Наступившую было тишину снова прервала Дзержка де Вирсинг.
– Ходят слухи в народе, – повторила она. – Но безрассудно, да нет, просто глупо было бы, наверно, сразу хвататься за меч и кровную месть. Я говорю это на тот случай, если вы случайно вовсе не к Бардской Божьей Матери направляетесь, а совсем другие у вас планы и намерения.
Рейневан сделал вид, будто сильно заинтересовался потеком на бревенчатом потолке. У Шарлея была мина невинного младенца.
Дзержка не спускала с обоих ореховых глаз.
– Что же до смерти Петерлина, – снова заговорила она, понижая голос, – то сомнения есть. И серьезные. Потому что, понимаете ли, странная зараза распространяется по Силезии. Странный мор напал на предпринимателей и купцов, да и рыцарских голов не щадит. Люди умирают загадочной смертью…

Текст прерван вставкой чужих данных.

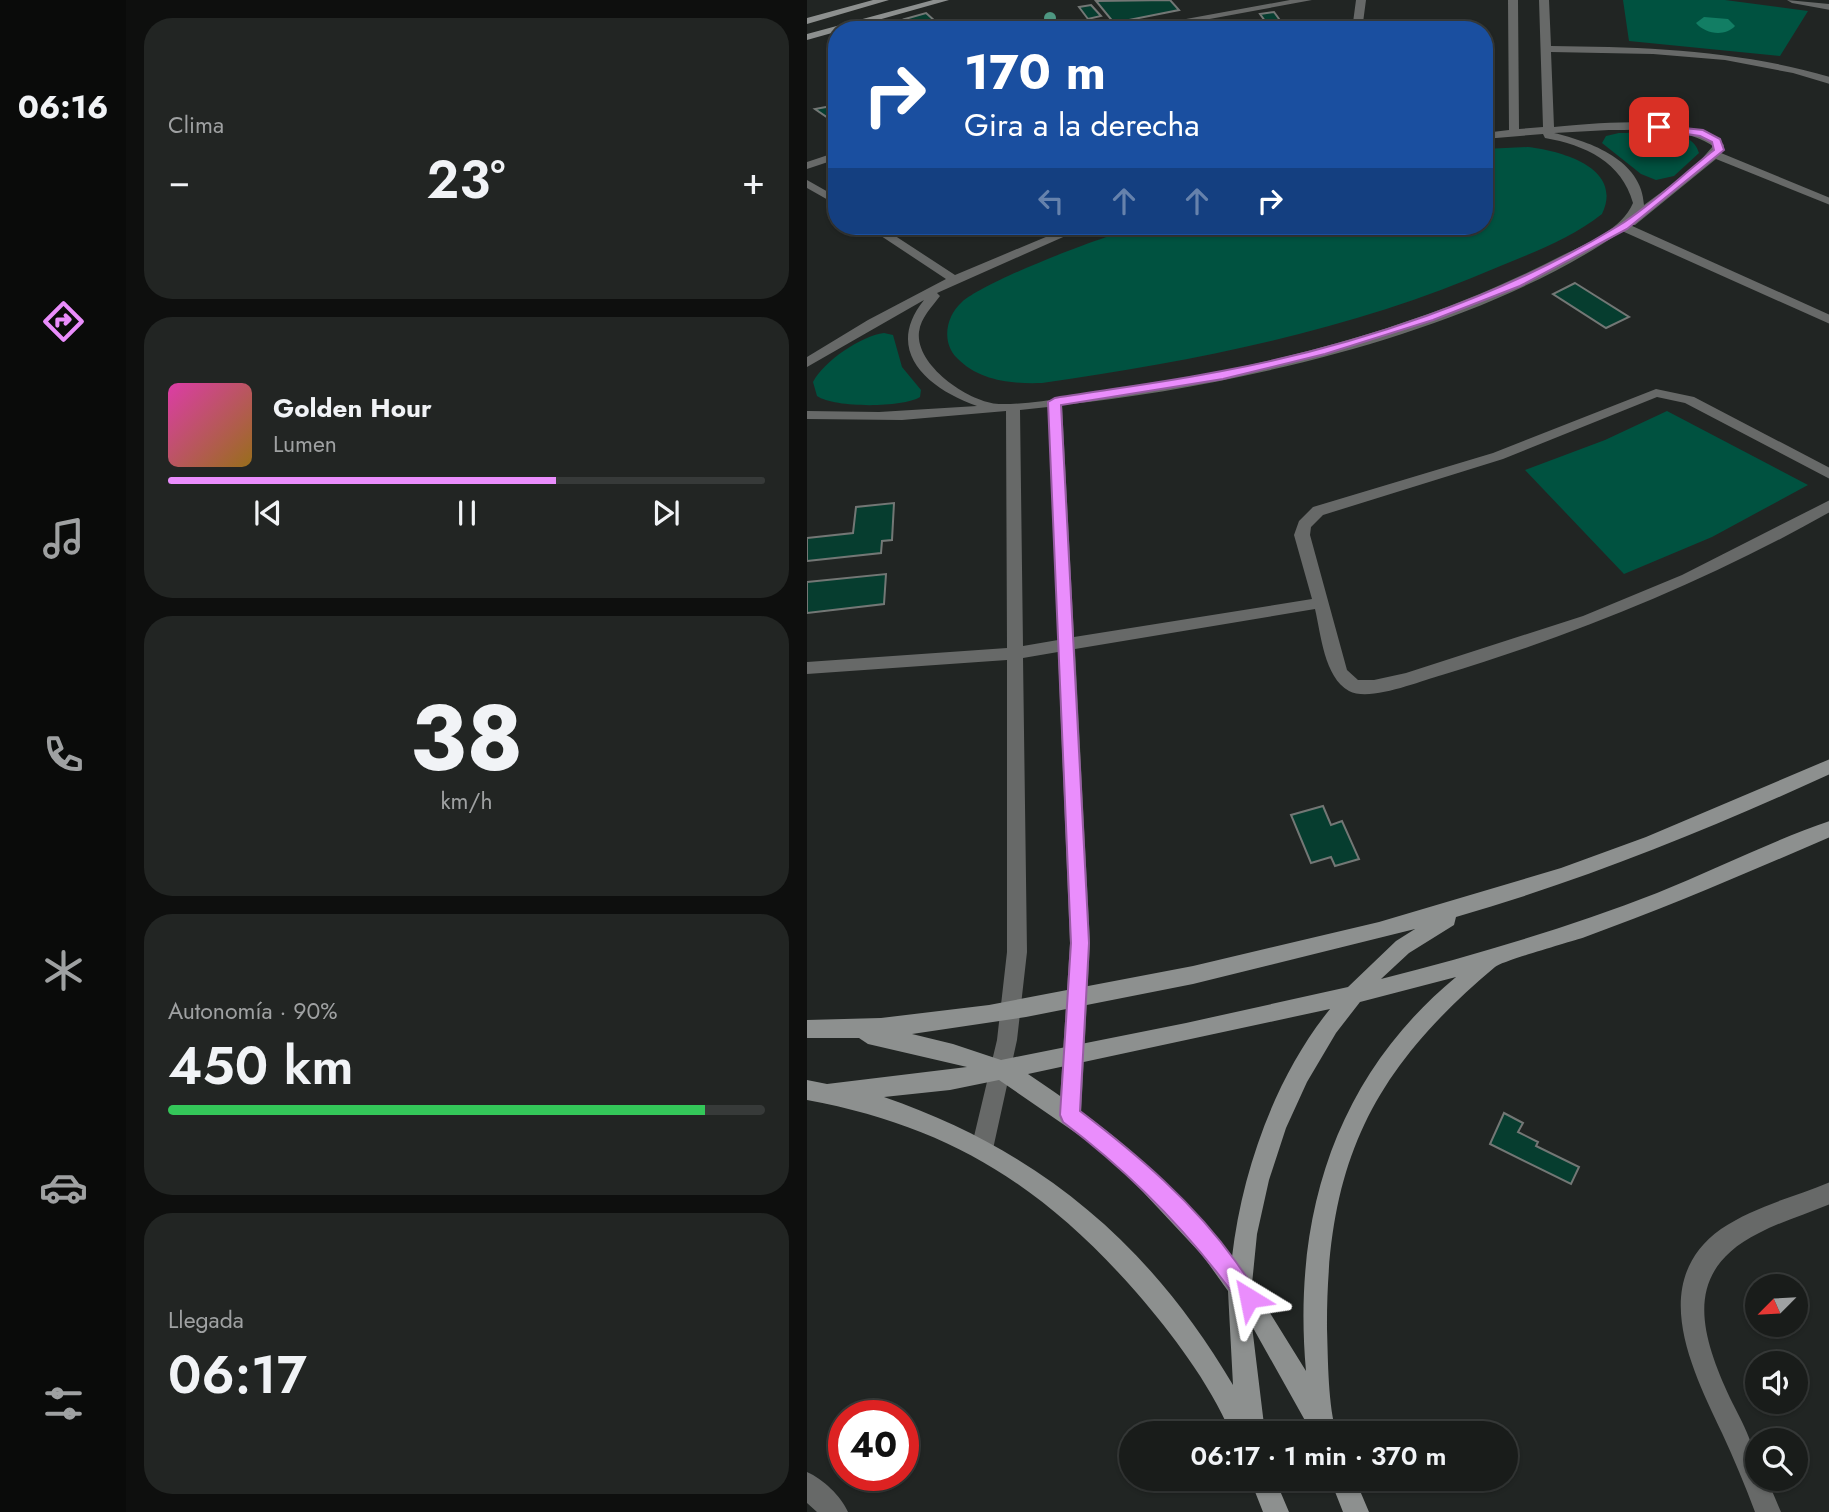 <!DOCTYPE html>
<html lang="es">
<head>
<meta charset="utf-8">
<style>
	body { margin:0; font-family:Jost,sans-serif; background:#222523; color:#f1f3f6; height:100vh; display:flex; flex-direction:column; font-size:26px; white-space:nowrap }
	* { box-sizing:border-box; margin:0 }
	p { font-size:23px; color:#9fa1a2 }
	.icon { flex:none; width:38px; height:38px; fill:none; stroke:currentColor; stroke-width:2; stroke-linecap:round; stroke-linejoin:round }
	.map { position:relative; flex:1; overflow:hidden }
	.panel { display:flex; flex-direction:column; gap:18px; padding:18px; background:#0e0f0e; width:681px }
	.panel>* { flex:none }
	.top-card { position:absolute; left:21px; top:21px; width:665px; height:214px; border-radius:28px; box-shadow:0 2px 5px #0004,0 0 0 2px #373a39; background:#1a4fa0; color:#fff; overflow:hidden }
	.needle { width:46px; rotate:246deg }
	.fabs { position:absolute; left:938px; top:1274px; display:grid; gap:14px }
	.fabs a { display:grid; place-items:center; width:63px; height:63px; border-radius:50%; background:#191c1a; box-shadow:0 2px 5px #0004,0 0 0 2px #373a39; font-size:35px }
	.speed { position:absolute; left:21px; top:1400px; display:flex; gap:14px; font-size:35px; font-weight:700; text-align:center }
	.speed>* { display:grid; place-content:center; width:91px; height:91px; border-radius:50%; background:#191c1a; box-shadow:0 2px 5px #0004,0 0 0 2px #373a39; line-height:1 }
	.speed .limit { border:10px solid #d22; background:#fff; color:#111 }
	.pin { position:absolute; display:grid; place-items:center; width:60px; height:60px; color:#fff; margin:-30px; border-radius:14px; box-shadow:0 4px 10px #0006 }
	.me { position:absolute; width:77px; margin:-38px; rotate:325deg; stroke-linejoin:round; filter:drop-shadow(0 0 5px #0008) }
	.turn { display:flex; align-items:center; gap:24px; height:147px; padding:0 21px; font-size:32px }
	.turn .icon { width:91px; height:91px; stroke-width:2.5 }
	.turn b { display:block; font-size:49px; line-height:60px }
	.lanes { display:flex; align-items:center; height:66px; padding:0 21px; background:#0003; justify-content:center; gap:35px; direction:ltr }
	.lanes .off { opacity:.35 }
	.big { font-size:52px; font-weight:600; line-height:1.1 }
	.panel .card { flex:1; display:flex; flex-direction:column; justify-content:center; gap:10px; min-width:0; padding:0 24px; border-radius:28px; background:#222523 }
	.panel .dial { align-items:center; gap:0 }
	.dial b { font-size:91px; line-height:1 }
	.song { display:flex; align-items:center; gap:21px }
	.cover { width:84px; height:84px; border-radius:10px; background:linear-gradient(135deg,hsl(320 70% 55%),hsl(40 70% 35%)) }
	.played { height:7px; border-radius:4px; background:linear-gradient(90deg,#ea8dfc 65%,#373a39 65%) }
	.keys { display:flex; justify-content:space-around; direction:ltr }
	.heat { display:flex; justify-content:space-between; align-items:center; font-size:38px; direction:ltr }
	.charge { height:10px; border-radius:5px; background:linear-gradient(90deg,#34c759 90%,#373a39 0) }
	.trip { position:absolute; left:312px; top:1421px; width:399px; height:70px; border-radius:35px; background:#191c1a; box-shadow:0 2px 5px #0004,0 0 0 2px #373a39; font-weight:600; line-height:70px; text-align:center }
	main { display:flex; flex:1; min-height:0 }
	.tabs { display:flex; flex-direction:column; width:126px; justify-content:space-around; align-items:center; background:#0a0b0a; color:#9fa1a2 }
	.tabs .icon { width:49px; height:49px }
	.tabs .active { color:#ea8dfc }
	.tabs b { font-size:32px; color:#f1f3f6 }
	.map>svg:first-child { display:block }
	.green { fill:#005240 }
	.water { fill:#127e64 }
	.building { fill:#063d2f; stroke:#737775; stroke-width:2 }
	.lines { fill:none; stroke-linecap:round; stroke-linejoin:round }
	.street { fill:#676968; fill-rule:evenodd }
	.secondary { fill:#8d908f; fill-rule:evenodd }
	.tree { fill:#4e9781 }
	.route { fill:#ea8dfc; stroke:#985ca4; stroke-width:2 }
</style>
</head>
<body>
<main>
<nav class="tabs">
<b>06:16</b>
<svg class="icon active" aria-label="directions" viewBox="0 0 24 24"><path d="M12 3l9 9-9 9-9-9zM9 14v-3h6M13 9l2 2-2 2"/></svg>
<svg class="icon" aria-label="music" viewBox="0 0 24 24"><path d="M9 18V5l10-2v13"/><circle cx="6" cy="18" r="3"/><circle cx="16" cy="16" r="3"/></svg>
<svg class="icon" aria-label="phone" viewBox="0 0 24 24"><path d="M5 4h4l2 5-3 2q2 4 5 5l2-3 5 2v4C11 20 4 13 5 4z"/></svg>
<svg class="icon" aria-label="climate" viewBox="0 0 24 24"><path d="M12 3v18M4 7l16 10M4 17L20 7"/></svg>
<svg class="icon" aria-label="car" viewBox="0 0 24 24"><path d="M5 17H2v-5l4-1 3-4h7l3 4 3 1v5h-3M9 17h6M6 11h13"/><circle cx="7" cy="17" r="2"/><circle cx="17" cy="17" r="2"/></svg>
<svg class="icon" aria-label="filters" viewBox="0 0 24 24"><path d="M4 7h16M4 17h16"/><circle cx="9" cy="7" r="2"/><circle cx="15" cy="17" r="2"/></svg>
</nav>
<section class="panel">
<div class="card"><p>Clima</p>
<div class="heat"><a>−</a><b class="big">23°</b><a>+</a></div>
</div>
<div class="card">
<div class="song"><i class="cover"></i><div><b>Golden Hour</b><p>Lumen</p></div></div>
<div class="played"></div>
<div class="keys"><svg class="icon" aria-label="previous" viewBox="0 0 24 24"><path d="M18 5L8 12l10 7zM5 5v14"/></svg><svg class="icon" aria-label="pause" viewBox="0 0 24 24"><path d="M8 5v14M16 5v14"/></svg><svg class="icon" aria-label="next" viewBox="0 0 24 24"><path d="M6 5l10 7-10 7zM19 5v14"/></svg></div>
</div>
<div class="card dial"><b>38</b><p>km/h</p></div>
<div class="card"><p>Autonomía · 90%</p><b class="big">450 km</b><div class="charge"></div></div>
<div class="card"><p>Llegada</p><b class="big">06:17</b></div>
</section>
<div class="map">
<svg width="1023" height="1512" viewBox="0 0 1023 1512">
	<rect width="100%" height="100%" fill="#212523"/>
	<!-- green -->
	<path class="green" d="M816 0H918L1001 11 973 56 822 41Z
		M812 133C834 133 885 125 892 153L867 176 849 180 834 174 795 143 799 136Z
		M721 147C755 151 817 168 795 214 765 238 727 252 691 267 546 330 390 361 235 383 205 384 172 381 150 358 134 342 139 316 155 302 180 280 302 233 337 226 366 220 407 226 438 226 518 226 597 226 677 226V149Z
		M77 333 86 335 95 367 114 390 113 397C95 408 27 408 10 396L6 382C17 361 54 336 77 333Z
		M860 411 1001 485 905 537 817 574 718 470 798 440Z"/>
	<!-- water -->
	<path class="water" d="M897 17 921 19 928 26C918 37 898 34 889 23Z"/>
	<!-- building -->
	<path class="building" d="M363 0 372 10 307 23 289 1Z
		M284 5 294 16 281 19 272 7Z
		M467 12 480 30H455L449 22 458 21 453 14Z
		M119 13 138 30H111L98 19Z
		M98 19 111 30H77L73 26Z
		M574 22 586 23V26L628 30H573Z
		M30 105V124L8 109Z
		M768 283 822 317 799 328 746 294Z
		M87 503 85 540 75 541 74 553 0 561V538L46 533 49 507Z
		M79 574 77 604 0 613V582Z
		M516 806 524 825 535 821 552 859 528 866 524 857 504 863 484 815Z
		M697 1113 716 1123 711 1132 731 1142 729 1146 772 1167 764 1184 683 1144Z"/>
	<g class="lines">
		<!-- street -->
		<path class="street" d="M483 0H505L343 30H319Z
			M549 0H559L555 30H545Z
			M701 0H711L712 129 736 127 732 0H742L744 46C838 47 931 50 1023 77V84L986 73 918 60 846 54 744 52 747 127C791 123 885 113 917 145L914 153 1023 198V205L909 159 828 225H823L1023 315V324L815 231C669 332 431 386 255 405L267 637 505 599 487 535 492 521 506 507 686 453 849 389 887 397 1023 468V479L878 403 850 397 696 459 516 515 504 527 503 535 540 670 551 680H567L599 673 776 616 875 575 1023 500V512C899 582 770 634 635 675 613 681 563 702 542 691 517 677 514 634 508 609L268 649 283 943 274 1115 271 1122 263 1125 255 1122 252 1115 263 943 251 652 216 658 220 952 210 1040 186 1149 183 1156 175 1160 167 1156 164 1149 190 1040 200 952V660L0 674V662L200 648 199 411 95 420 0 419V411L72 412 170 406C121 389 76 351 117 300L0 367V357L61 320 139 279 59 226H73L148 275 265 226H281L130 293 133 296C125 307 114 317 112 332 108 366 163 403 192 404 226 405 278 394 313 389 466 366 618 327 756 255 781 243 815 229 826 203 815 162 778 145 738 138L736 134 677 139V133L702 130ZM802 130C836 130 876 126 906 146L886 169 837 205C835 160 784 142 747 133ZM241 407 251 640 216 646 213 410Z
			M980 0 1023 4V10L985 3Z
			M30 152V159L0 169V162Z
			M0 180 30 197V205L0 188Z
			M1023 1182V1204C999 1214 975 1221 952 1233 875 1271 893 1333 923 1398 937 1426 950 1447 950 1479H960L974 1512H948C938 1485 927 1459 915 1433 885 1369 840 1282 914 1229 946 1207 987 1197 1023 1182Z
			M0 1472C16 1479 34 1496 41 1512H10L0 1503Z"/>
		<!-- secondary -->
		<path class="secondary" d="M66 0H82L0 24V18Z
			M126 0H142L0 40V34Z
			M1023 759V774C901 830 777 880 649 917L647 925 602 953 574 979C668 955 760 928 850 893 907 870 964 841 1023 821V837C942 872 861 907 778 937 763 942 695 961 688 967 563 1072 519 1165 520 1329 521 1357 521 1410 530 1433H505L445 1326 458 1433H424C401 1381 366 1335 329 1292 235 1185 141 1126 0 1100V1080L20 1084 160 1067 61 1044 52 1038H0V1020L74 1018 182 1005 386 966 572 922 754 868 839 837ZM608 929 589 941 541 987 379 1023 194 1060 146 1044 105 1034 219 1017 386 984ZM649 977C528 1077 485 1217 499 1371L445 1284 450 1234 462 1180 479 1128 500 1082 529 1033 553 1002ZM523 1009C468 1077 435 1171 425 1257 369 1183 298 1125 221 1074ZM192 1080 282 1142 323 1178 396 1256 421 1291 426 1385C342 1243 233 1151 77 1097L143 1090Z
			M443 1479H468L482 1512H456Z
			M523 1479H548L562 1512H536Z"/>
	</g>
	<!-- trees -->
	<circle class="tree" cx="243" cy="18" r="6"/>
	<!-- route -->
	<path class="route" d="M848 125 896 130 913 139 917 150 820 229 713 286 626 320 518 354 416 379 254 405 282 943 273 1111C331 1155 387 1203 429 1262 437 1274 447 1285 453 1298L450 1306 442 1309 435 1306C384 1234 326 1175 256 1122L253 1115 264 943 241 402 248 398C303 389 360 382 415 371 549 346 695 297 811 226 845 205 876 174 907 150L905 142 893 136 852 130Z"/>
</svg>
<div class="fabs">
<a><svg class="needle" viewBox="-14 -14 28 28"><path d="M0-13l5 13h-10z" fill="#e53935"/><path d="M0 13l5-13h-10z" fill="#9fa1a2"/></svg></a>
<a><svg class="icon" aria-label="sound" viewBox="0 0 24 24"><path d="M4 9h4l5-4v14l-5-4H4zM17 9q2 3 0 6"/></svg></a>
<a><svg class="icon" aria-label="search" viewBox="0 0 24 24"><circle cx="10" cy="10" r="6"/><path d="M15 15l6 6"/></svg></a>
</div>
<div class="speed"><div class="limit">40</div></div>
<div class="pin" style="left:852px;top:127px;background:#d93025"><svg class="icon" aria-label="arrive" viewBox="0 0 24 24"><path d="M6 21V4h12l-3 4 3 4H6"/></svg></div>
<svg class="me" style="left:442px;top:1298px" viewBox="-20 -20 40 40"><path d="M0-17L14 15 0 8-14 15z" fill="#ea8dfc" stroke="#fff" stroke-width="4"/></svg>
<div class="trip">06:17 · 1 min · 370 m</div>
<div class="top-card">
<div class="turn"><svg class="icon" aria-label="right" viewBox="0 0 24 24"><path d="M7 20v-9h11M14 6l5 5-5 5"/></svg><div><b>170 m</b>Gira a la derecha</div></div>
<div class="lanes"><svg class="icon off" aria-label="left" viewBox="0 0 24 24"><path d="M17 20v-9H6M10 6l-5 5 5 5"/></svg><svg class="icon off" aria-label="ahead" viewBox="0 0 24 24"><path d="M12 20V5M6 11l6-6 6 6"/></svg><svg class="icon off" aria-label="ahead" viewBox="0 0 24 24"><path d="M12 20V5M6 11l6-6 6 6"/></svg><svg class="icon" aria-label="right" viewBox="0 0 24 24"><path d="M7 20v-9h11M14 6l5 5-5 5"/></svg></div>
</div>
</div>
</main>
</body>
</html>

– Господин Барт, – буркнул себе под нос Рейневан. – Господин Барт из Карчина.
– Господин фон Барт, – услышала она и кивнула. – А перед тем господин Чамбор из Хайссештайна. А до того два оружейника из Отмухова, забыла имена. Томас Гернероде, глава цеха шорников из Нисы. Господин Фабиан Пфефферкорн из немодлинского товарищества по торговле свинцом. А недавно, едва неделя тому, Миколай Ноймаркт, свидницкий суконный mercator. Самый настоящий мор…
– Дайте-ка угадать, – проговорил Шарлей. – Никто из названных не умер от оспы. И от старости.
– Угадал.
– Продолжу угадывать: не случайно тебя сопровождает более многочисленный, чем обычно, эскорт. Не случайно он состоит из вооруженных до зубов бандитов. Так куда, говоришь, ты едешь?
– Я не говорила, – обрезала она. – А проблемы этой коснулась только для того, чтобы вы поняли, насколько она серьезна. Чтобы поняли: то, что творится в Силезии, при всем желании нельзя приписать Стерчам. Или обвинить в этом Кунца Аулока. Потому что все началось еще задолго до того, как юного господина де Беляу прихватили на пуховиках госпожи Стерчевой. Надо, чтобы вы об этом помнили. Больше мне добавить нечего.
– Ты сказала достаточно много, – Шарлей не опустил глаз, – чтобы не продолжать. Так кто убивает силезских купцов?
– Если б мы знали, – глаза Дзержки де Вирсинг грозно сверкнули, – то уже не убивали бы. Не волнуйтесь, узнаем. А вы держитесь от этого подальше.
– Говорит ли вам о чем-нибудь, – вставил Рейневан, – имя Горн? Урбан Горн?
– Нет, – ответила она, а Рейневан сразу же понял, что это неправда.
Шарлей взглянул на него, и в его глазах Рейневан прочел: «Больше вопросов не задавай».
– Держитесь подальше, – повторила Дзержка. – Это дело опасное. А у вас, если верить слухам, хватает и своих забот. Людишки болтают, что Стерчи крепко обозлились. Что Кирьелейсон и Сторк рыщут словно волки, что уже напали на след. И наконец, что господин Гунцелин фон Лаасан назначил награду за каких-то двух шельмецов…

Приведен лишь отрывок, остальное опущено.